As if he sensed I had come to a decision, Tsukuyomi once again put on a grand show of hovering in front of me, his feet barely above the now once again undisturbed lake water.
"Of course you have the choice of returning or crossing over into the ever-peaceful afterworld."
As if that's all you have to say. Out with it already!
I didn't have time to deal with his overdramatic tendencies.
And sure enough, he continued with a more pressing tang his voice. "Just know that without your interference much of what you fear for the future willhappen."
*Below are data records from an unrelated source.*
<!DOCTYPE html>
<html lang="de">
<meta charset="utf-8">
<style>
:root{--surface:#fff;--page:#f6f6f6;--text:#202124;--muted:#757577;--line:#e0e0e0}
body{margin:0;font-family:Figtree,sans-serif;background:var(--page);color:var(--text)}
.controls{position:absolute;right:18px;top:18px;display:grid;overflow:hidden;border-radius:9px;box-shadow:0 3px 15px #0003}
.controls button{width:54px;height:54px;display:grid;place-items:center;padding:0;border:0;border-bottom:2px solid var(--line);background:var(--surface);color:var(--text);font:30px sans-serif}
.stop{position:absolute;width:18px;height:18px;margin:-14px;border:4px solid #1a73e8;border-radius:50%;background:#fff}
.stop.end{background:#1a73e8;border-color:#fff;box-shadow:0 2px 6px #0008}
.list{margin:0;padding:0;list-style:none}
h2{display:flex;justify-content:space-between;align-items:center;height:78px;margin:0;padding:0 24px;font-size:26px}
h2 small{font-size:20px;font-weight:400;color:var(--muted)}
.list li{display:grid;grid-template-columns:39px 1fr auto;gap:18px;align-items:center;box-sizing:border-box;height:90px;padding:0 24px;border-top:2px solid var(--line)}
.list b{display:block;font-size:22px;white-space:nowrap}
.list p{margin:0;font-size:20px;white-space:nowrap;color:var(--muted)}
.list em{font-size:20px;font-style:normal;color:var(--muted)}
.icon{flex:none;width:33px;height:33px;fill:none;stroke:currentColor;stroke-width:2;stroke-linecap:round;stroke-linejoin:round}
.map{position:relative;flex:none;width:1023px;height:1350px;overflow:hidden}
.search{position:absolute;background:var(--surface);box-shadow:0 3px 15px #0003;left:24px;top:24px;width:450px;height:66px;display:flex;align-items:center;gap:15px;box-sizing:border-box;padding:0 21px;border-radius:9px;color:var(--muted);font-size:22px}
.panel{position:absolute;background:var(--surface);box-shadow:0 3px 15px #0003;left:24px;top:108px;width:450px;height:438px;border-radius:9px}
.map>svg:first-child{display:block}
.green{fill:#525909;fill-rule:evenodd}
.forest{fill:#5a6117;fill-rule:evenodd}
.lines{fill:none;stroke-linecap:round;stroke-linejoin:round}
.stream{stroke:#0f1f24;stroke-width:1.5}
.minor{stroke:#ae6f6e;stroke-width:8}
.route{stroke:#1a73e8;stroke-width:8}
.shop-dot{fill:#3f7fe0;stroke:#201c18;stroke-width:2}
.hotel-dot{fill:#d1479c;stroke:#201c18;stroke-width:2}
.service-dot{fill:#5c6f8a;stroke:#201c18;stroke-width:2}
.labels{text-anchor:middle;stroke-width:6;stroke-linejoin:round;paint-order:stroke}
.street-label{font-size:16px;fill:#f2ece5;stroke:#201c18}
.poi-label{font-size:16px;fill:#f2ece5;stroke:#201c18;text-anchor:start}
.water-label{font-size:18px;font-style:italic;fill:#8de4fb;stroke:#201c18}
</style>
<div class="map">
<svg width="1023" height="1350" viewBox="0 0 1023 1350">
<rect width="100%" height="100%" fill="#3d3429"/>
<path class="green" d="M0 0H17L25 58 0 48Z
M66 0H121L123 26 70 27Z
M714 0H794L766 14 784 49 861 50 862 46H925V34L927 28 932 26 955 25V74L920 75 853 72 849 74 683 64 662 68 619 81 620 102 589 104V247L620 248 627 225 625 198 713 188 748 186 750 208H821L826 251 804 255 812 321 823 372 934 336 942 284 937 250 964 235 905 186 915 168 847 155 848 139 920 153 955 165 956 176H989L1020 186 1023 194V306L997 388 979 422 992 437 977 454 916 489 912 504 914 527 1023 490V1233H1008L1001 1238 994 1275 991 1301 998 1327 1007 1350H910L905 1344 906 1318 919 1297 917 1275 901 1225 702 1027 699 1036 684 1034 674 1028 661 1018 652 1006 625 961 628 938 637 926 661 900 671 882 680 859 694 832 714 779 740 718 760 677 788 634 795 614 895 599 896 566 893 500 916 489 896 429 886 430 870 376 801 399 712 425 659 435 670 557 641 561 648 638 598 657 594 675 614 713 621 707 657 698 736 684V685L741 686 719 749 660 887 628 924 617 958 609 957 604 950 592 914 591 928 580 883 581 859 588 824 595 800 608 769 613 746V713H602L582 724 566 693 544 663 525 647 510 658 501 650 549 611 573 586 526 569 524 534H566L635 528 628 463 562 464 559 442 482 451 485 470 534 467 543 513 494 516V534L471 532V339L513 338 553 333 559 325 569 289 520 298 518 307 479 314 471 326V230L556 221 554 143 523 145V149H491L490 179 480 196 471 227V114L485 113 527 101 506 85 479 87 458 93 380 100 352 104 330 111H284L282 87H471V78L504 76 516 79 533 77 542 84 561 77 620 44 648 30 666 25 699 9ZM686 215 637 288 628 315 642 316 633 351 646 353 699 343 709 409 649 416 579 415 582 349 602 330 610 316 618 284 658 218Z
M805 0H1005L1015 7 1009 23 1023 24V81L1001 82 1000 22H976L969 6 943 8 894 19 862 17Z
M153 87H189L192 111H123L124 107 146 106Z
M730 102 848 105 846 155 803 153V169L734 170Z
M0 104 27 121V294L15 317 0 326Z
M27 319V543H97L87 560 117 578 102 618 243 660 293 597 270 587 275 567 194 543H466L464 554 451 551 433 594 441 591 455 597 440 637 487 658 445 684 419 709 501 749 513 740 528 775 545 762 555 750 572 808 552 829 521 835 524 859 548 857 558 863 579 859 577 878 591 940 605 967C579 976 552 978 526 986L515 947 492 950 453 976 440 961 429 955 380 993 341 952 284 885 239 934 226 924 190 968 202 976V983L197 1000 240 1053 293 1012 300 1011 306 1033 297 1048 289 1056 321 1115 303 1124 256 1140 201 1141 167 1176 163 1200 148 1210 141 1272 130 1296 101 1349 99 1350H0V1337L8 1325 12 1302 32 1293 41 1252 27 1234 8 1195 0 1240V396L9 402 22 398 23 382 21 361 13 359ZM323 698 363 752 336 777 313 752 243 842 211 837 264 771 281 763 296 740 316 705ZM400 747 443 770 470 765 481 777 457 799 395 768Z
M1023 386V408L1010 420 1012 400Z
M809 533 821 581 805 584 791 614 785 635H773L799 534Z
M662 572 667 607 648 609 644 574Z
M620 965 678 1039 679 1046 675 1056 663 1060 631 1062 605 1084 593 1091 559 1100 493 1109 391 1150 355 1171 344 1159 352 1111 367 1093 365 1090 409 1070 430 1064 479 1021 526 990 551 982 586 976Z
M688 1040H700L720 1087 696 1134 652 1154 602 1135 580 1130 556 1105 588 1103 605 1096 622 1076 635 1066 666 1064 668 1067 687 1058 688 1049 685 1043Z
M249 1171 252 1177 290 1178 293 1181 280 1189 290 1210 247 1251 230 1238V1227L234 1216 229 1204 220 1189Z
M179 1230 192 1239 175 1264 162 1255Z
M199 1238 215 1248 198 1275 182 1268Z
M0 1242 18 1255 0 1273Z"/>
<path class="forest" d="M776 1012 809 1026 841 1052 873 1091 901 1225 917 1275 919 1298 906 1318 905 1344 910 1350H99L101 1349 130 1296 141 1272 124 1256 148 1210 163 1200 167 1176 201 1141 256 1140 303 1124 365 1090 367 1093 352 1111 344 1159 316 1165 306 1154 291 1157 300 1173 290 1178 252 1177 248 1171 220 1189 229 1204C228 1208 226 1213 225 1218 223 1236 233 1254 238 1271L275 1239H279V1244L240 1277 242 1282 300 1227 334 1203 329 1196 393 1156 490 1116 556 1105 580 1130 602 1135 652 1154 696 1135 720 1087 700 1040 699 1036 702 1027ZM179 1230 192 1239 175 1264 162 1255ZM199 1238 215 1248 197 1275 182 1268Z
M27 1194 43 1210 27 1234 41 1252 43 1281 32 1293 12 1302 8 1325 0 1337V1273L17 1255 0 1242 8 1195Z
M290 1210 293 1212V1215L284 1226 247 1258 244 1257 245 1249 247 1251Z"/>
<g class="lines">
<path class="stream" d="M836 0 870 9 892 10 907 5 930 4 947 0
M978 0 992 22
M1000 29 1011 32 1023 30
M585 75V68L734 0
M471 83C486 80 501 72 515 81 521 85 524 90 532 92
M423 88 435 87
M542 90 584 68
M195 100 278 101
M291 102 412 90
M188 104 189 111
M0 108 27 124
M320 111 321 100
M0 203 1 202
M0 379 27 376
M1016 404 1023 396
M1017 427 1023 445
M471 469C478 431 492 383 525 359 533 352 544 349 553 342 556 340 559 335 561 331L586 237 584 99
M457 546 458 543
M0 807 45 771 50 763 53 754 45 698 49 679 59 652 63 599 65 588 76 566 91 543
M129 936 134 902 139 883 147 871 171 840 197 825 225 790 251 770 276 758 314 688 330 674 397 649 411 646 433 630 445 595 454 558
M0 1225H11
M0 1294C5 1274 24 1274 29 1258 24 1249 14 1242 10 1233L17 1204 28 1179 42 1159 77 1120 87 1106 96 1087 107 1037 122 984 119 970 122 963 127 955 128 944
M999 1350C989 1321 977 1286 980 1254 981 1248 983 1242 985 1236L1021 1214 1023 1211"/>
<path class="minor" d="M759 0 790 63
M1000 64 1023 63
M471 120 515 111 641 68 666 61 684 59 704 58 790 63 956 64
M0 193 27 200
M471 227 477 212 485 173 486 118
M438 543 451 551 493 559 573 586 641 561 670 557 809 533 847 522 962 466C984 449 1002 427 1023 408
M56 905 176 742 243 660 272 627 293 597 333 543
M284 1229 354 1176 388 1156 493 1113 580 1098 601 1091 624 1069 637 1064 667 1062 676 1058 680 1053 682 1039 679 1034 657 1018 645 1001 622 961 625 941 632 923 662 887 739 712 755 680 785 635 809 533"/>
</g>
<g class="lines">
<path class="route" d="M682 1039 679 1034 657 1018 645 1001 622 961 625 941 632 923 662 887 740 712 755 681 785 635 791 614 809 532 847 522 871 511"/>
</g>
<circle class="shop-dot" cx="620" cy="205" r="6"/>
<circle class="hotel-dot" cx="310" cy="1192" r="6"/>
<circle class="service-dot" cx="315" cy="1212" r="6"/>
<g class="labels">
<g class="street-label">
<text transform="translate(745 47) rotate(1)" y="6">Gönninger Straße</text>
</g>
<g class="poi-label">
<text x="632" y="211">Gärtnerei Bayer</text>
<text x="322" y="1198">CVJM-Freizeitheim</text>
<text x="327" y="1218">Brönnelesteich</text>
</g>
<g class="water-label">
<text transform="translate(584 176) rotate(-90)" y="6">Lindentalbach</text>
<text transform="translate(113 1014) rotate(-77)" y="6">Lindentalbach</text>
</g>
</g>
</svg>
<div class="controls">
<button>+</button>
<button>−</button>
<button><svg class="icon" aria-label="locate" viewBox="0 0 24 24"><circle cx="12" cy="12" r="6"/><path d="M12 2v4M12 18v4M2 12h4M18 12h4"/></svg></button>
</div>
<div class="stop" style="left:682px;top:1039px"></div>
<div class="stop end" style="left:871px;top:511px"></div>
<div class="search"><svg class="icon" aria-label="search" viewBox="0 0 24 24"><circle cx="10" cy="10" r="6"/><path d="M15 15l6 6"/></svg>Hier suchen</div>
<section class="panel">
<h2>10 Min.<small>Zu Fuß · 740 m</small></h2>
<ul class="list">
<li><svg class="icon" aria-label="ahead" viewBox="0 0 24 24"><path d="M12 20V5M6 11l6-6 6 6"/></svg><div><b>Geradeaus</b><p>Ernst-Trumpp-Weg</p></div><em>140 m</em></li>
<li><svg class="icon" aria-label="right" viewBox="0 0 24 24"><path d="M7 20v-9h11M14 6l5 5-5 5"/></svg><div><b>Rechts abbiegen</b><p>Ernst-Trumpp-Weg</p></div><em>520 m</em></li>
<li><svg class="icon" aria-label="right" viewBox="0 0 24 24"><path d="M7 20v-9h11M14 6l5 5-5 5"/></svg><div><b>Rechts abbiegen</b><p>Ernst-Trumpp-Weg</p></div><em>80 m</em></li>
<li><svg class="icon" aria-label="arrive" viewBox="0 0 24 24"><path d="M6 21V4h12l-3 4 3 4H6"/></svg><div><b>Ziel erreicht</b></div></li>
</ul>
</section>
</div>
Suddenly a Uchiha fan embedded on the rice paper screens so typical for the Clan's district appeared in front of my inner eye, torn apart by a bloodied arm hanging through the opening. A burning Konoha, screaming people, a crying infant, the shriek of a nine-tailed beast shaking me to my core. Two boys, one with silvery-white hair, the other throwing away orange googles, standing on the ashes of their lives. And to round it all up, a heartbreakingly realistic image of okaachan with a katana in her stomach appeared on the lake canvas, so achingly real-looking I had to gasp for air after watching the blood trickle down her lavender yukata.
No no no I could not let all of that happen. I could not.
"You have the choice. But know it is your destiny to change what could happen."
I would not.
Slowly, almost achingly slowly I raised my head, fixating the Moon God with a determined stare.
Tsukuyomi's smile was complacent, if not outright smug.
Manipulative, silver-tongued bastard.
The Moon God hovered over the centre of the lake, arms spreading out in perfect synergy with the wind coming up. He was dozens of metres away, but his voice was as clear as a day. "Steer them clear of the endless cycle of violence. Trust in your abilities. Never let desperation take a hold of your heart." His voice may have sounded detached, but his eyes were not.
Determined, I walked towards him, step by step crossing the distance. Not even the seemingly bottomless lake below me could discourage me.
I stood before Tsukuyomi, my translucent hands once again holding onto his porcelain ones. But this time I wasn't frightened. I wasn't unsure.
This time I knew what I had to do, and I knew I was going to do everything in my power to achieve that goal.
"I will always look out for you, Moon Child", Tsukuyomi said in this strange singsong voice, pressing my hands when suddenly a bright light burst forth from his chest.
I squinted, futilely trying to protect my eyes from the blinding white.
My foot dipped into the calm lake water, sending ripples towards the shore, before I could neither see nor hear anything else.
Tossed into a slinging dark vortex again, I managed the first genuinely smile since seemingly forever.
For a second round in the twilight zone between worlds, a pounding by the Shinigami and a way too detailed mess of information from the Moon God it had been a really interesting stint.
I only wondered how it would go on now. Could I call to Tsukuyomi whenever I was out of juice? Could I rely on his omniscience to carry me through the task of preventing the fuck-ups of Konohan/world history?
I hoped I could talk to Tsukuyomi. I would annoy the hell out of him, just for shits and giggles.
Maybe then he'd interfere. But now was not the time for this.
I had to return to okaachan and the others.
Okaachan, Daiki, Takeo… They were my family now. And I was not someone who deemed the strong bonds between family members worthless.
I was going to take care of them, especially when I finally was able to do something about all the problems surely already plaguing the innocent inhabitants of this strange world.
Next stop: Konohagakure, shinobi village extraordinaire, apparently root of all that happened in the world (good and bad) and easily home to the most lethal and likewise important ninja in the history of ninjas. Back to okaachan and the daily madness, yeah!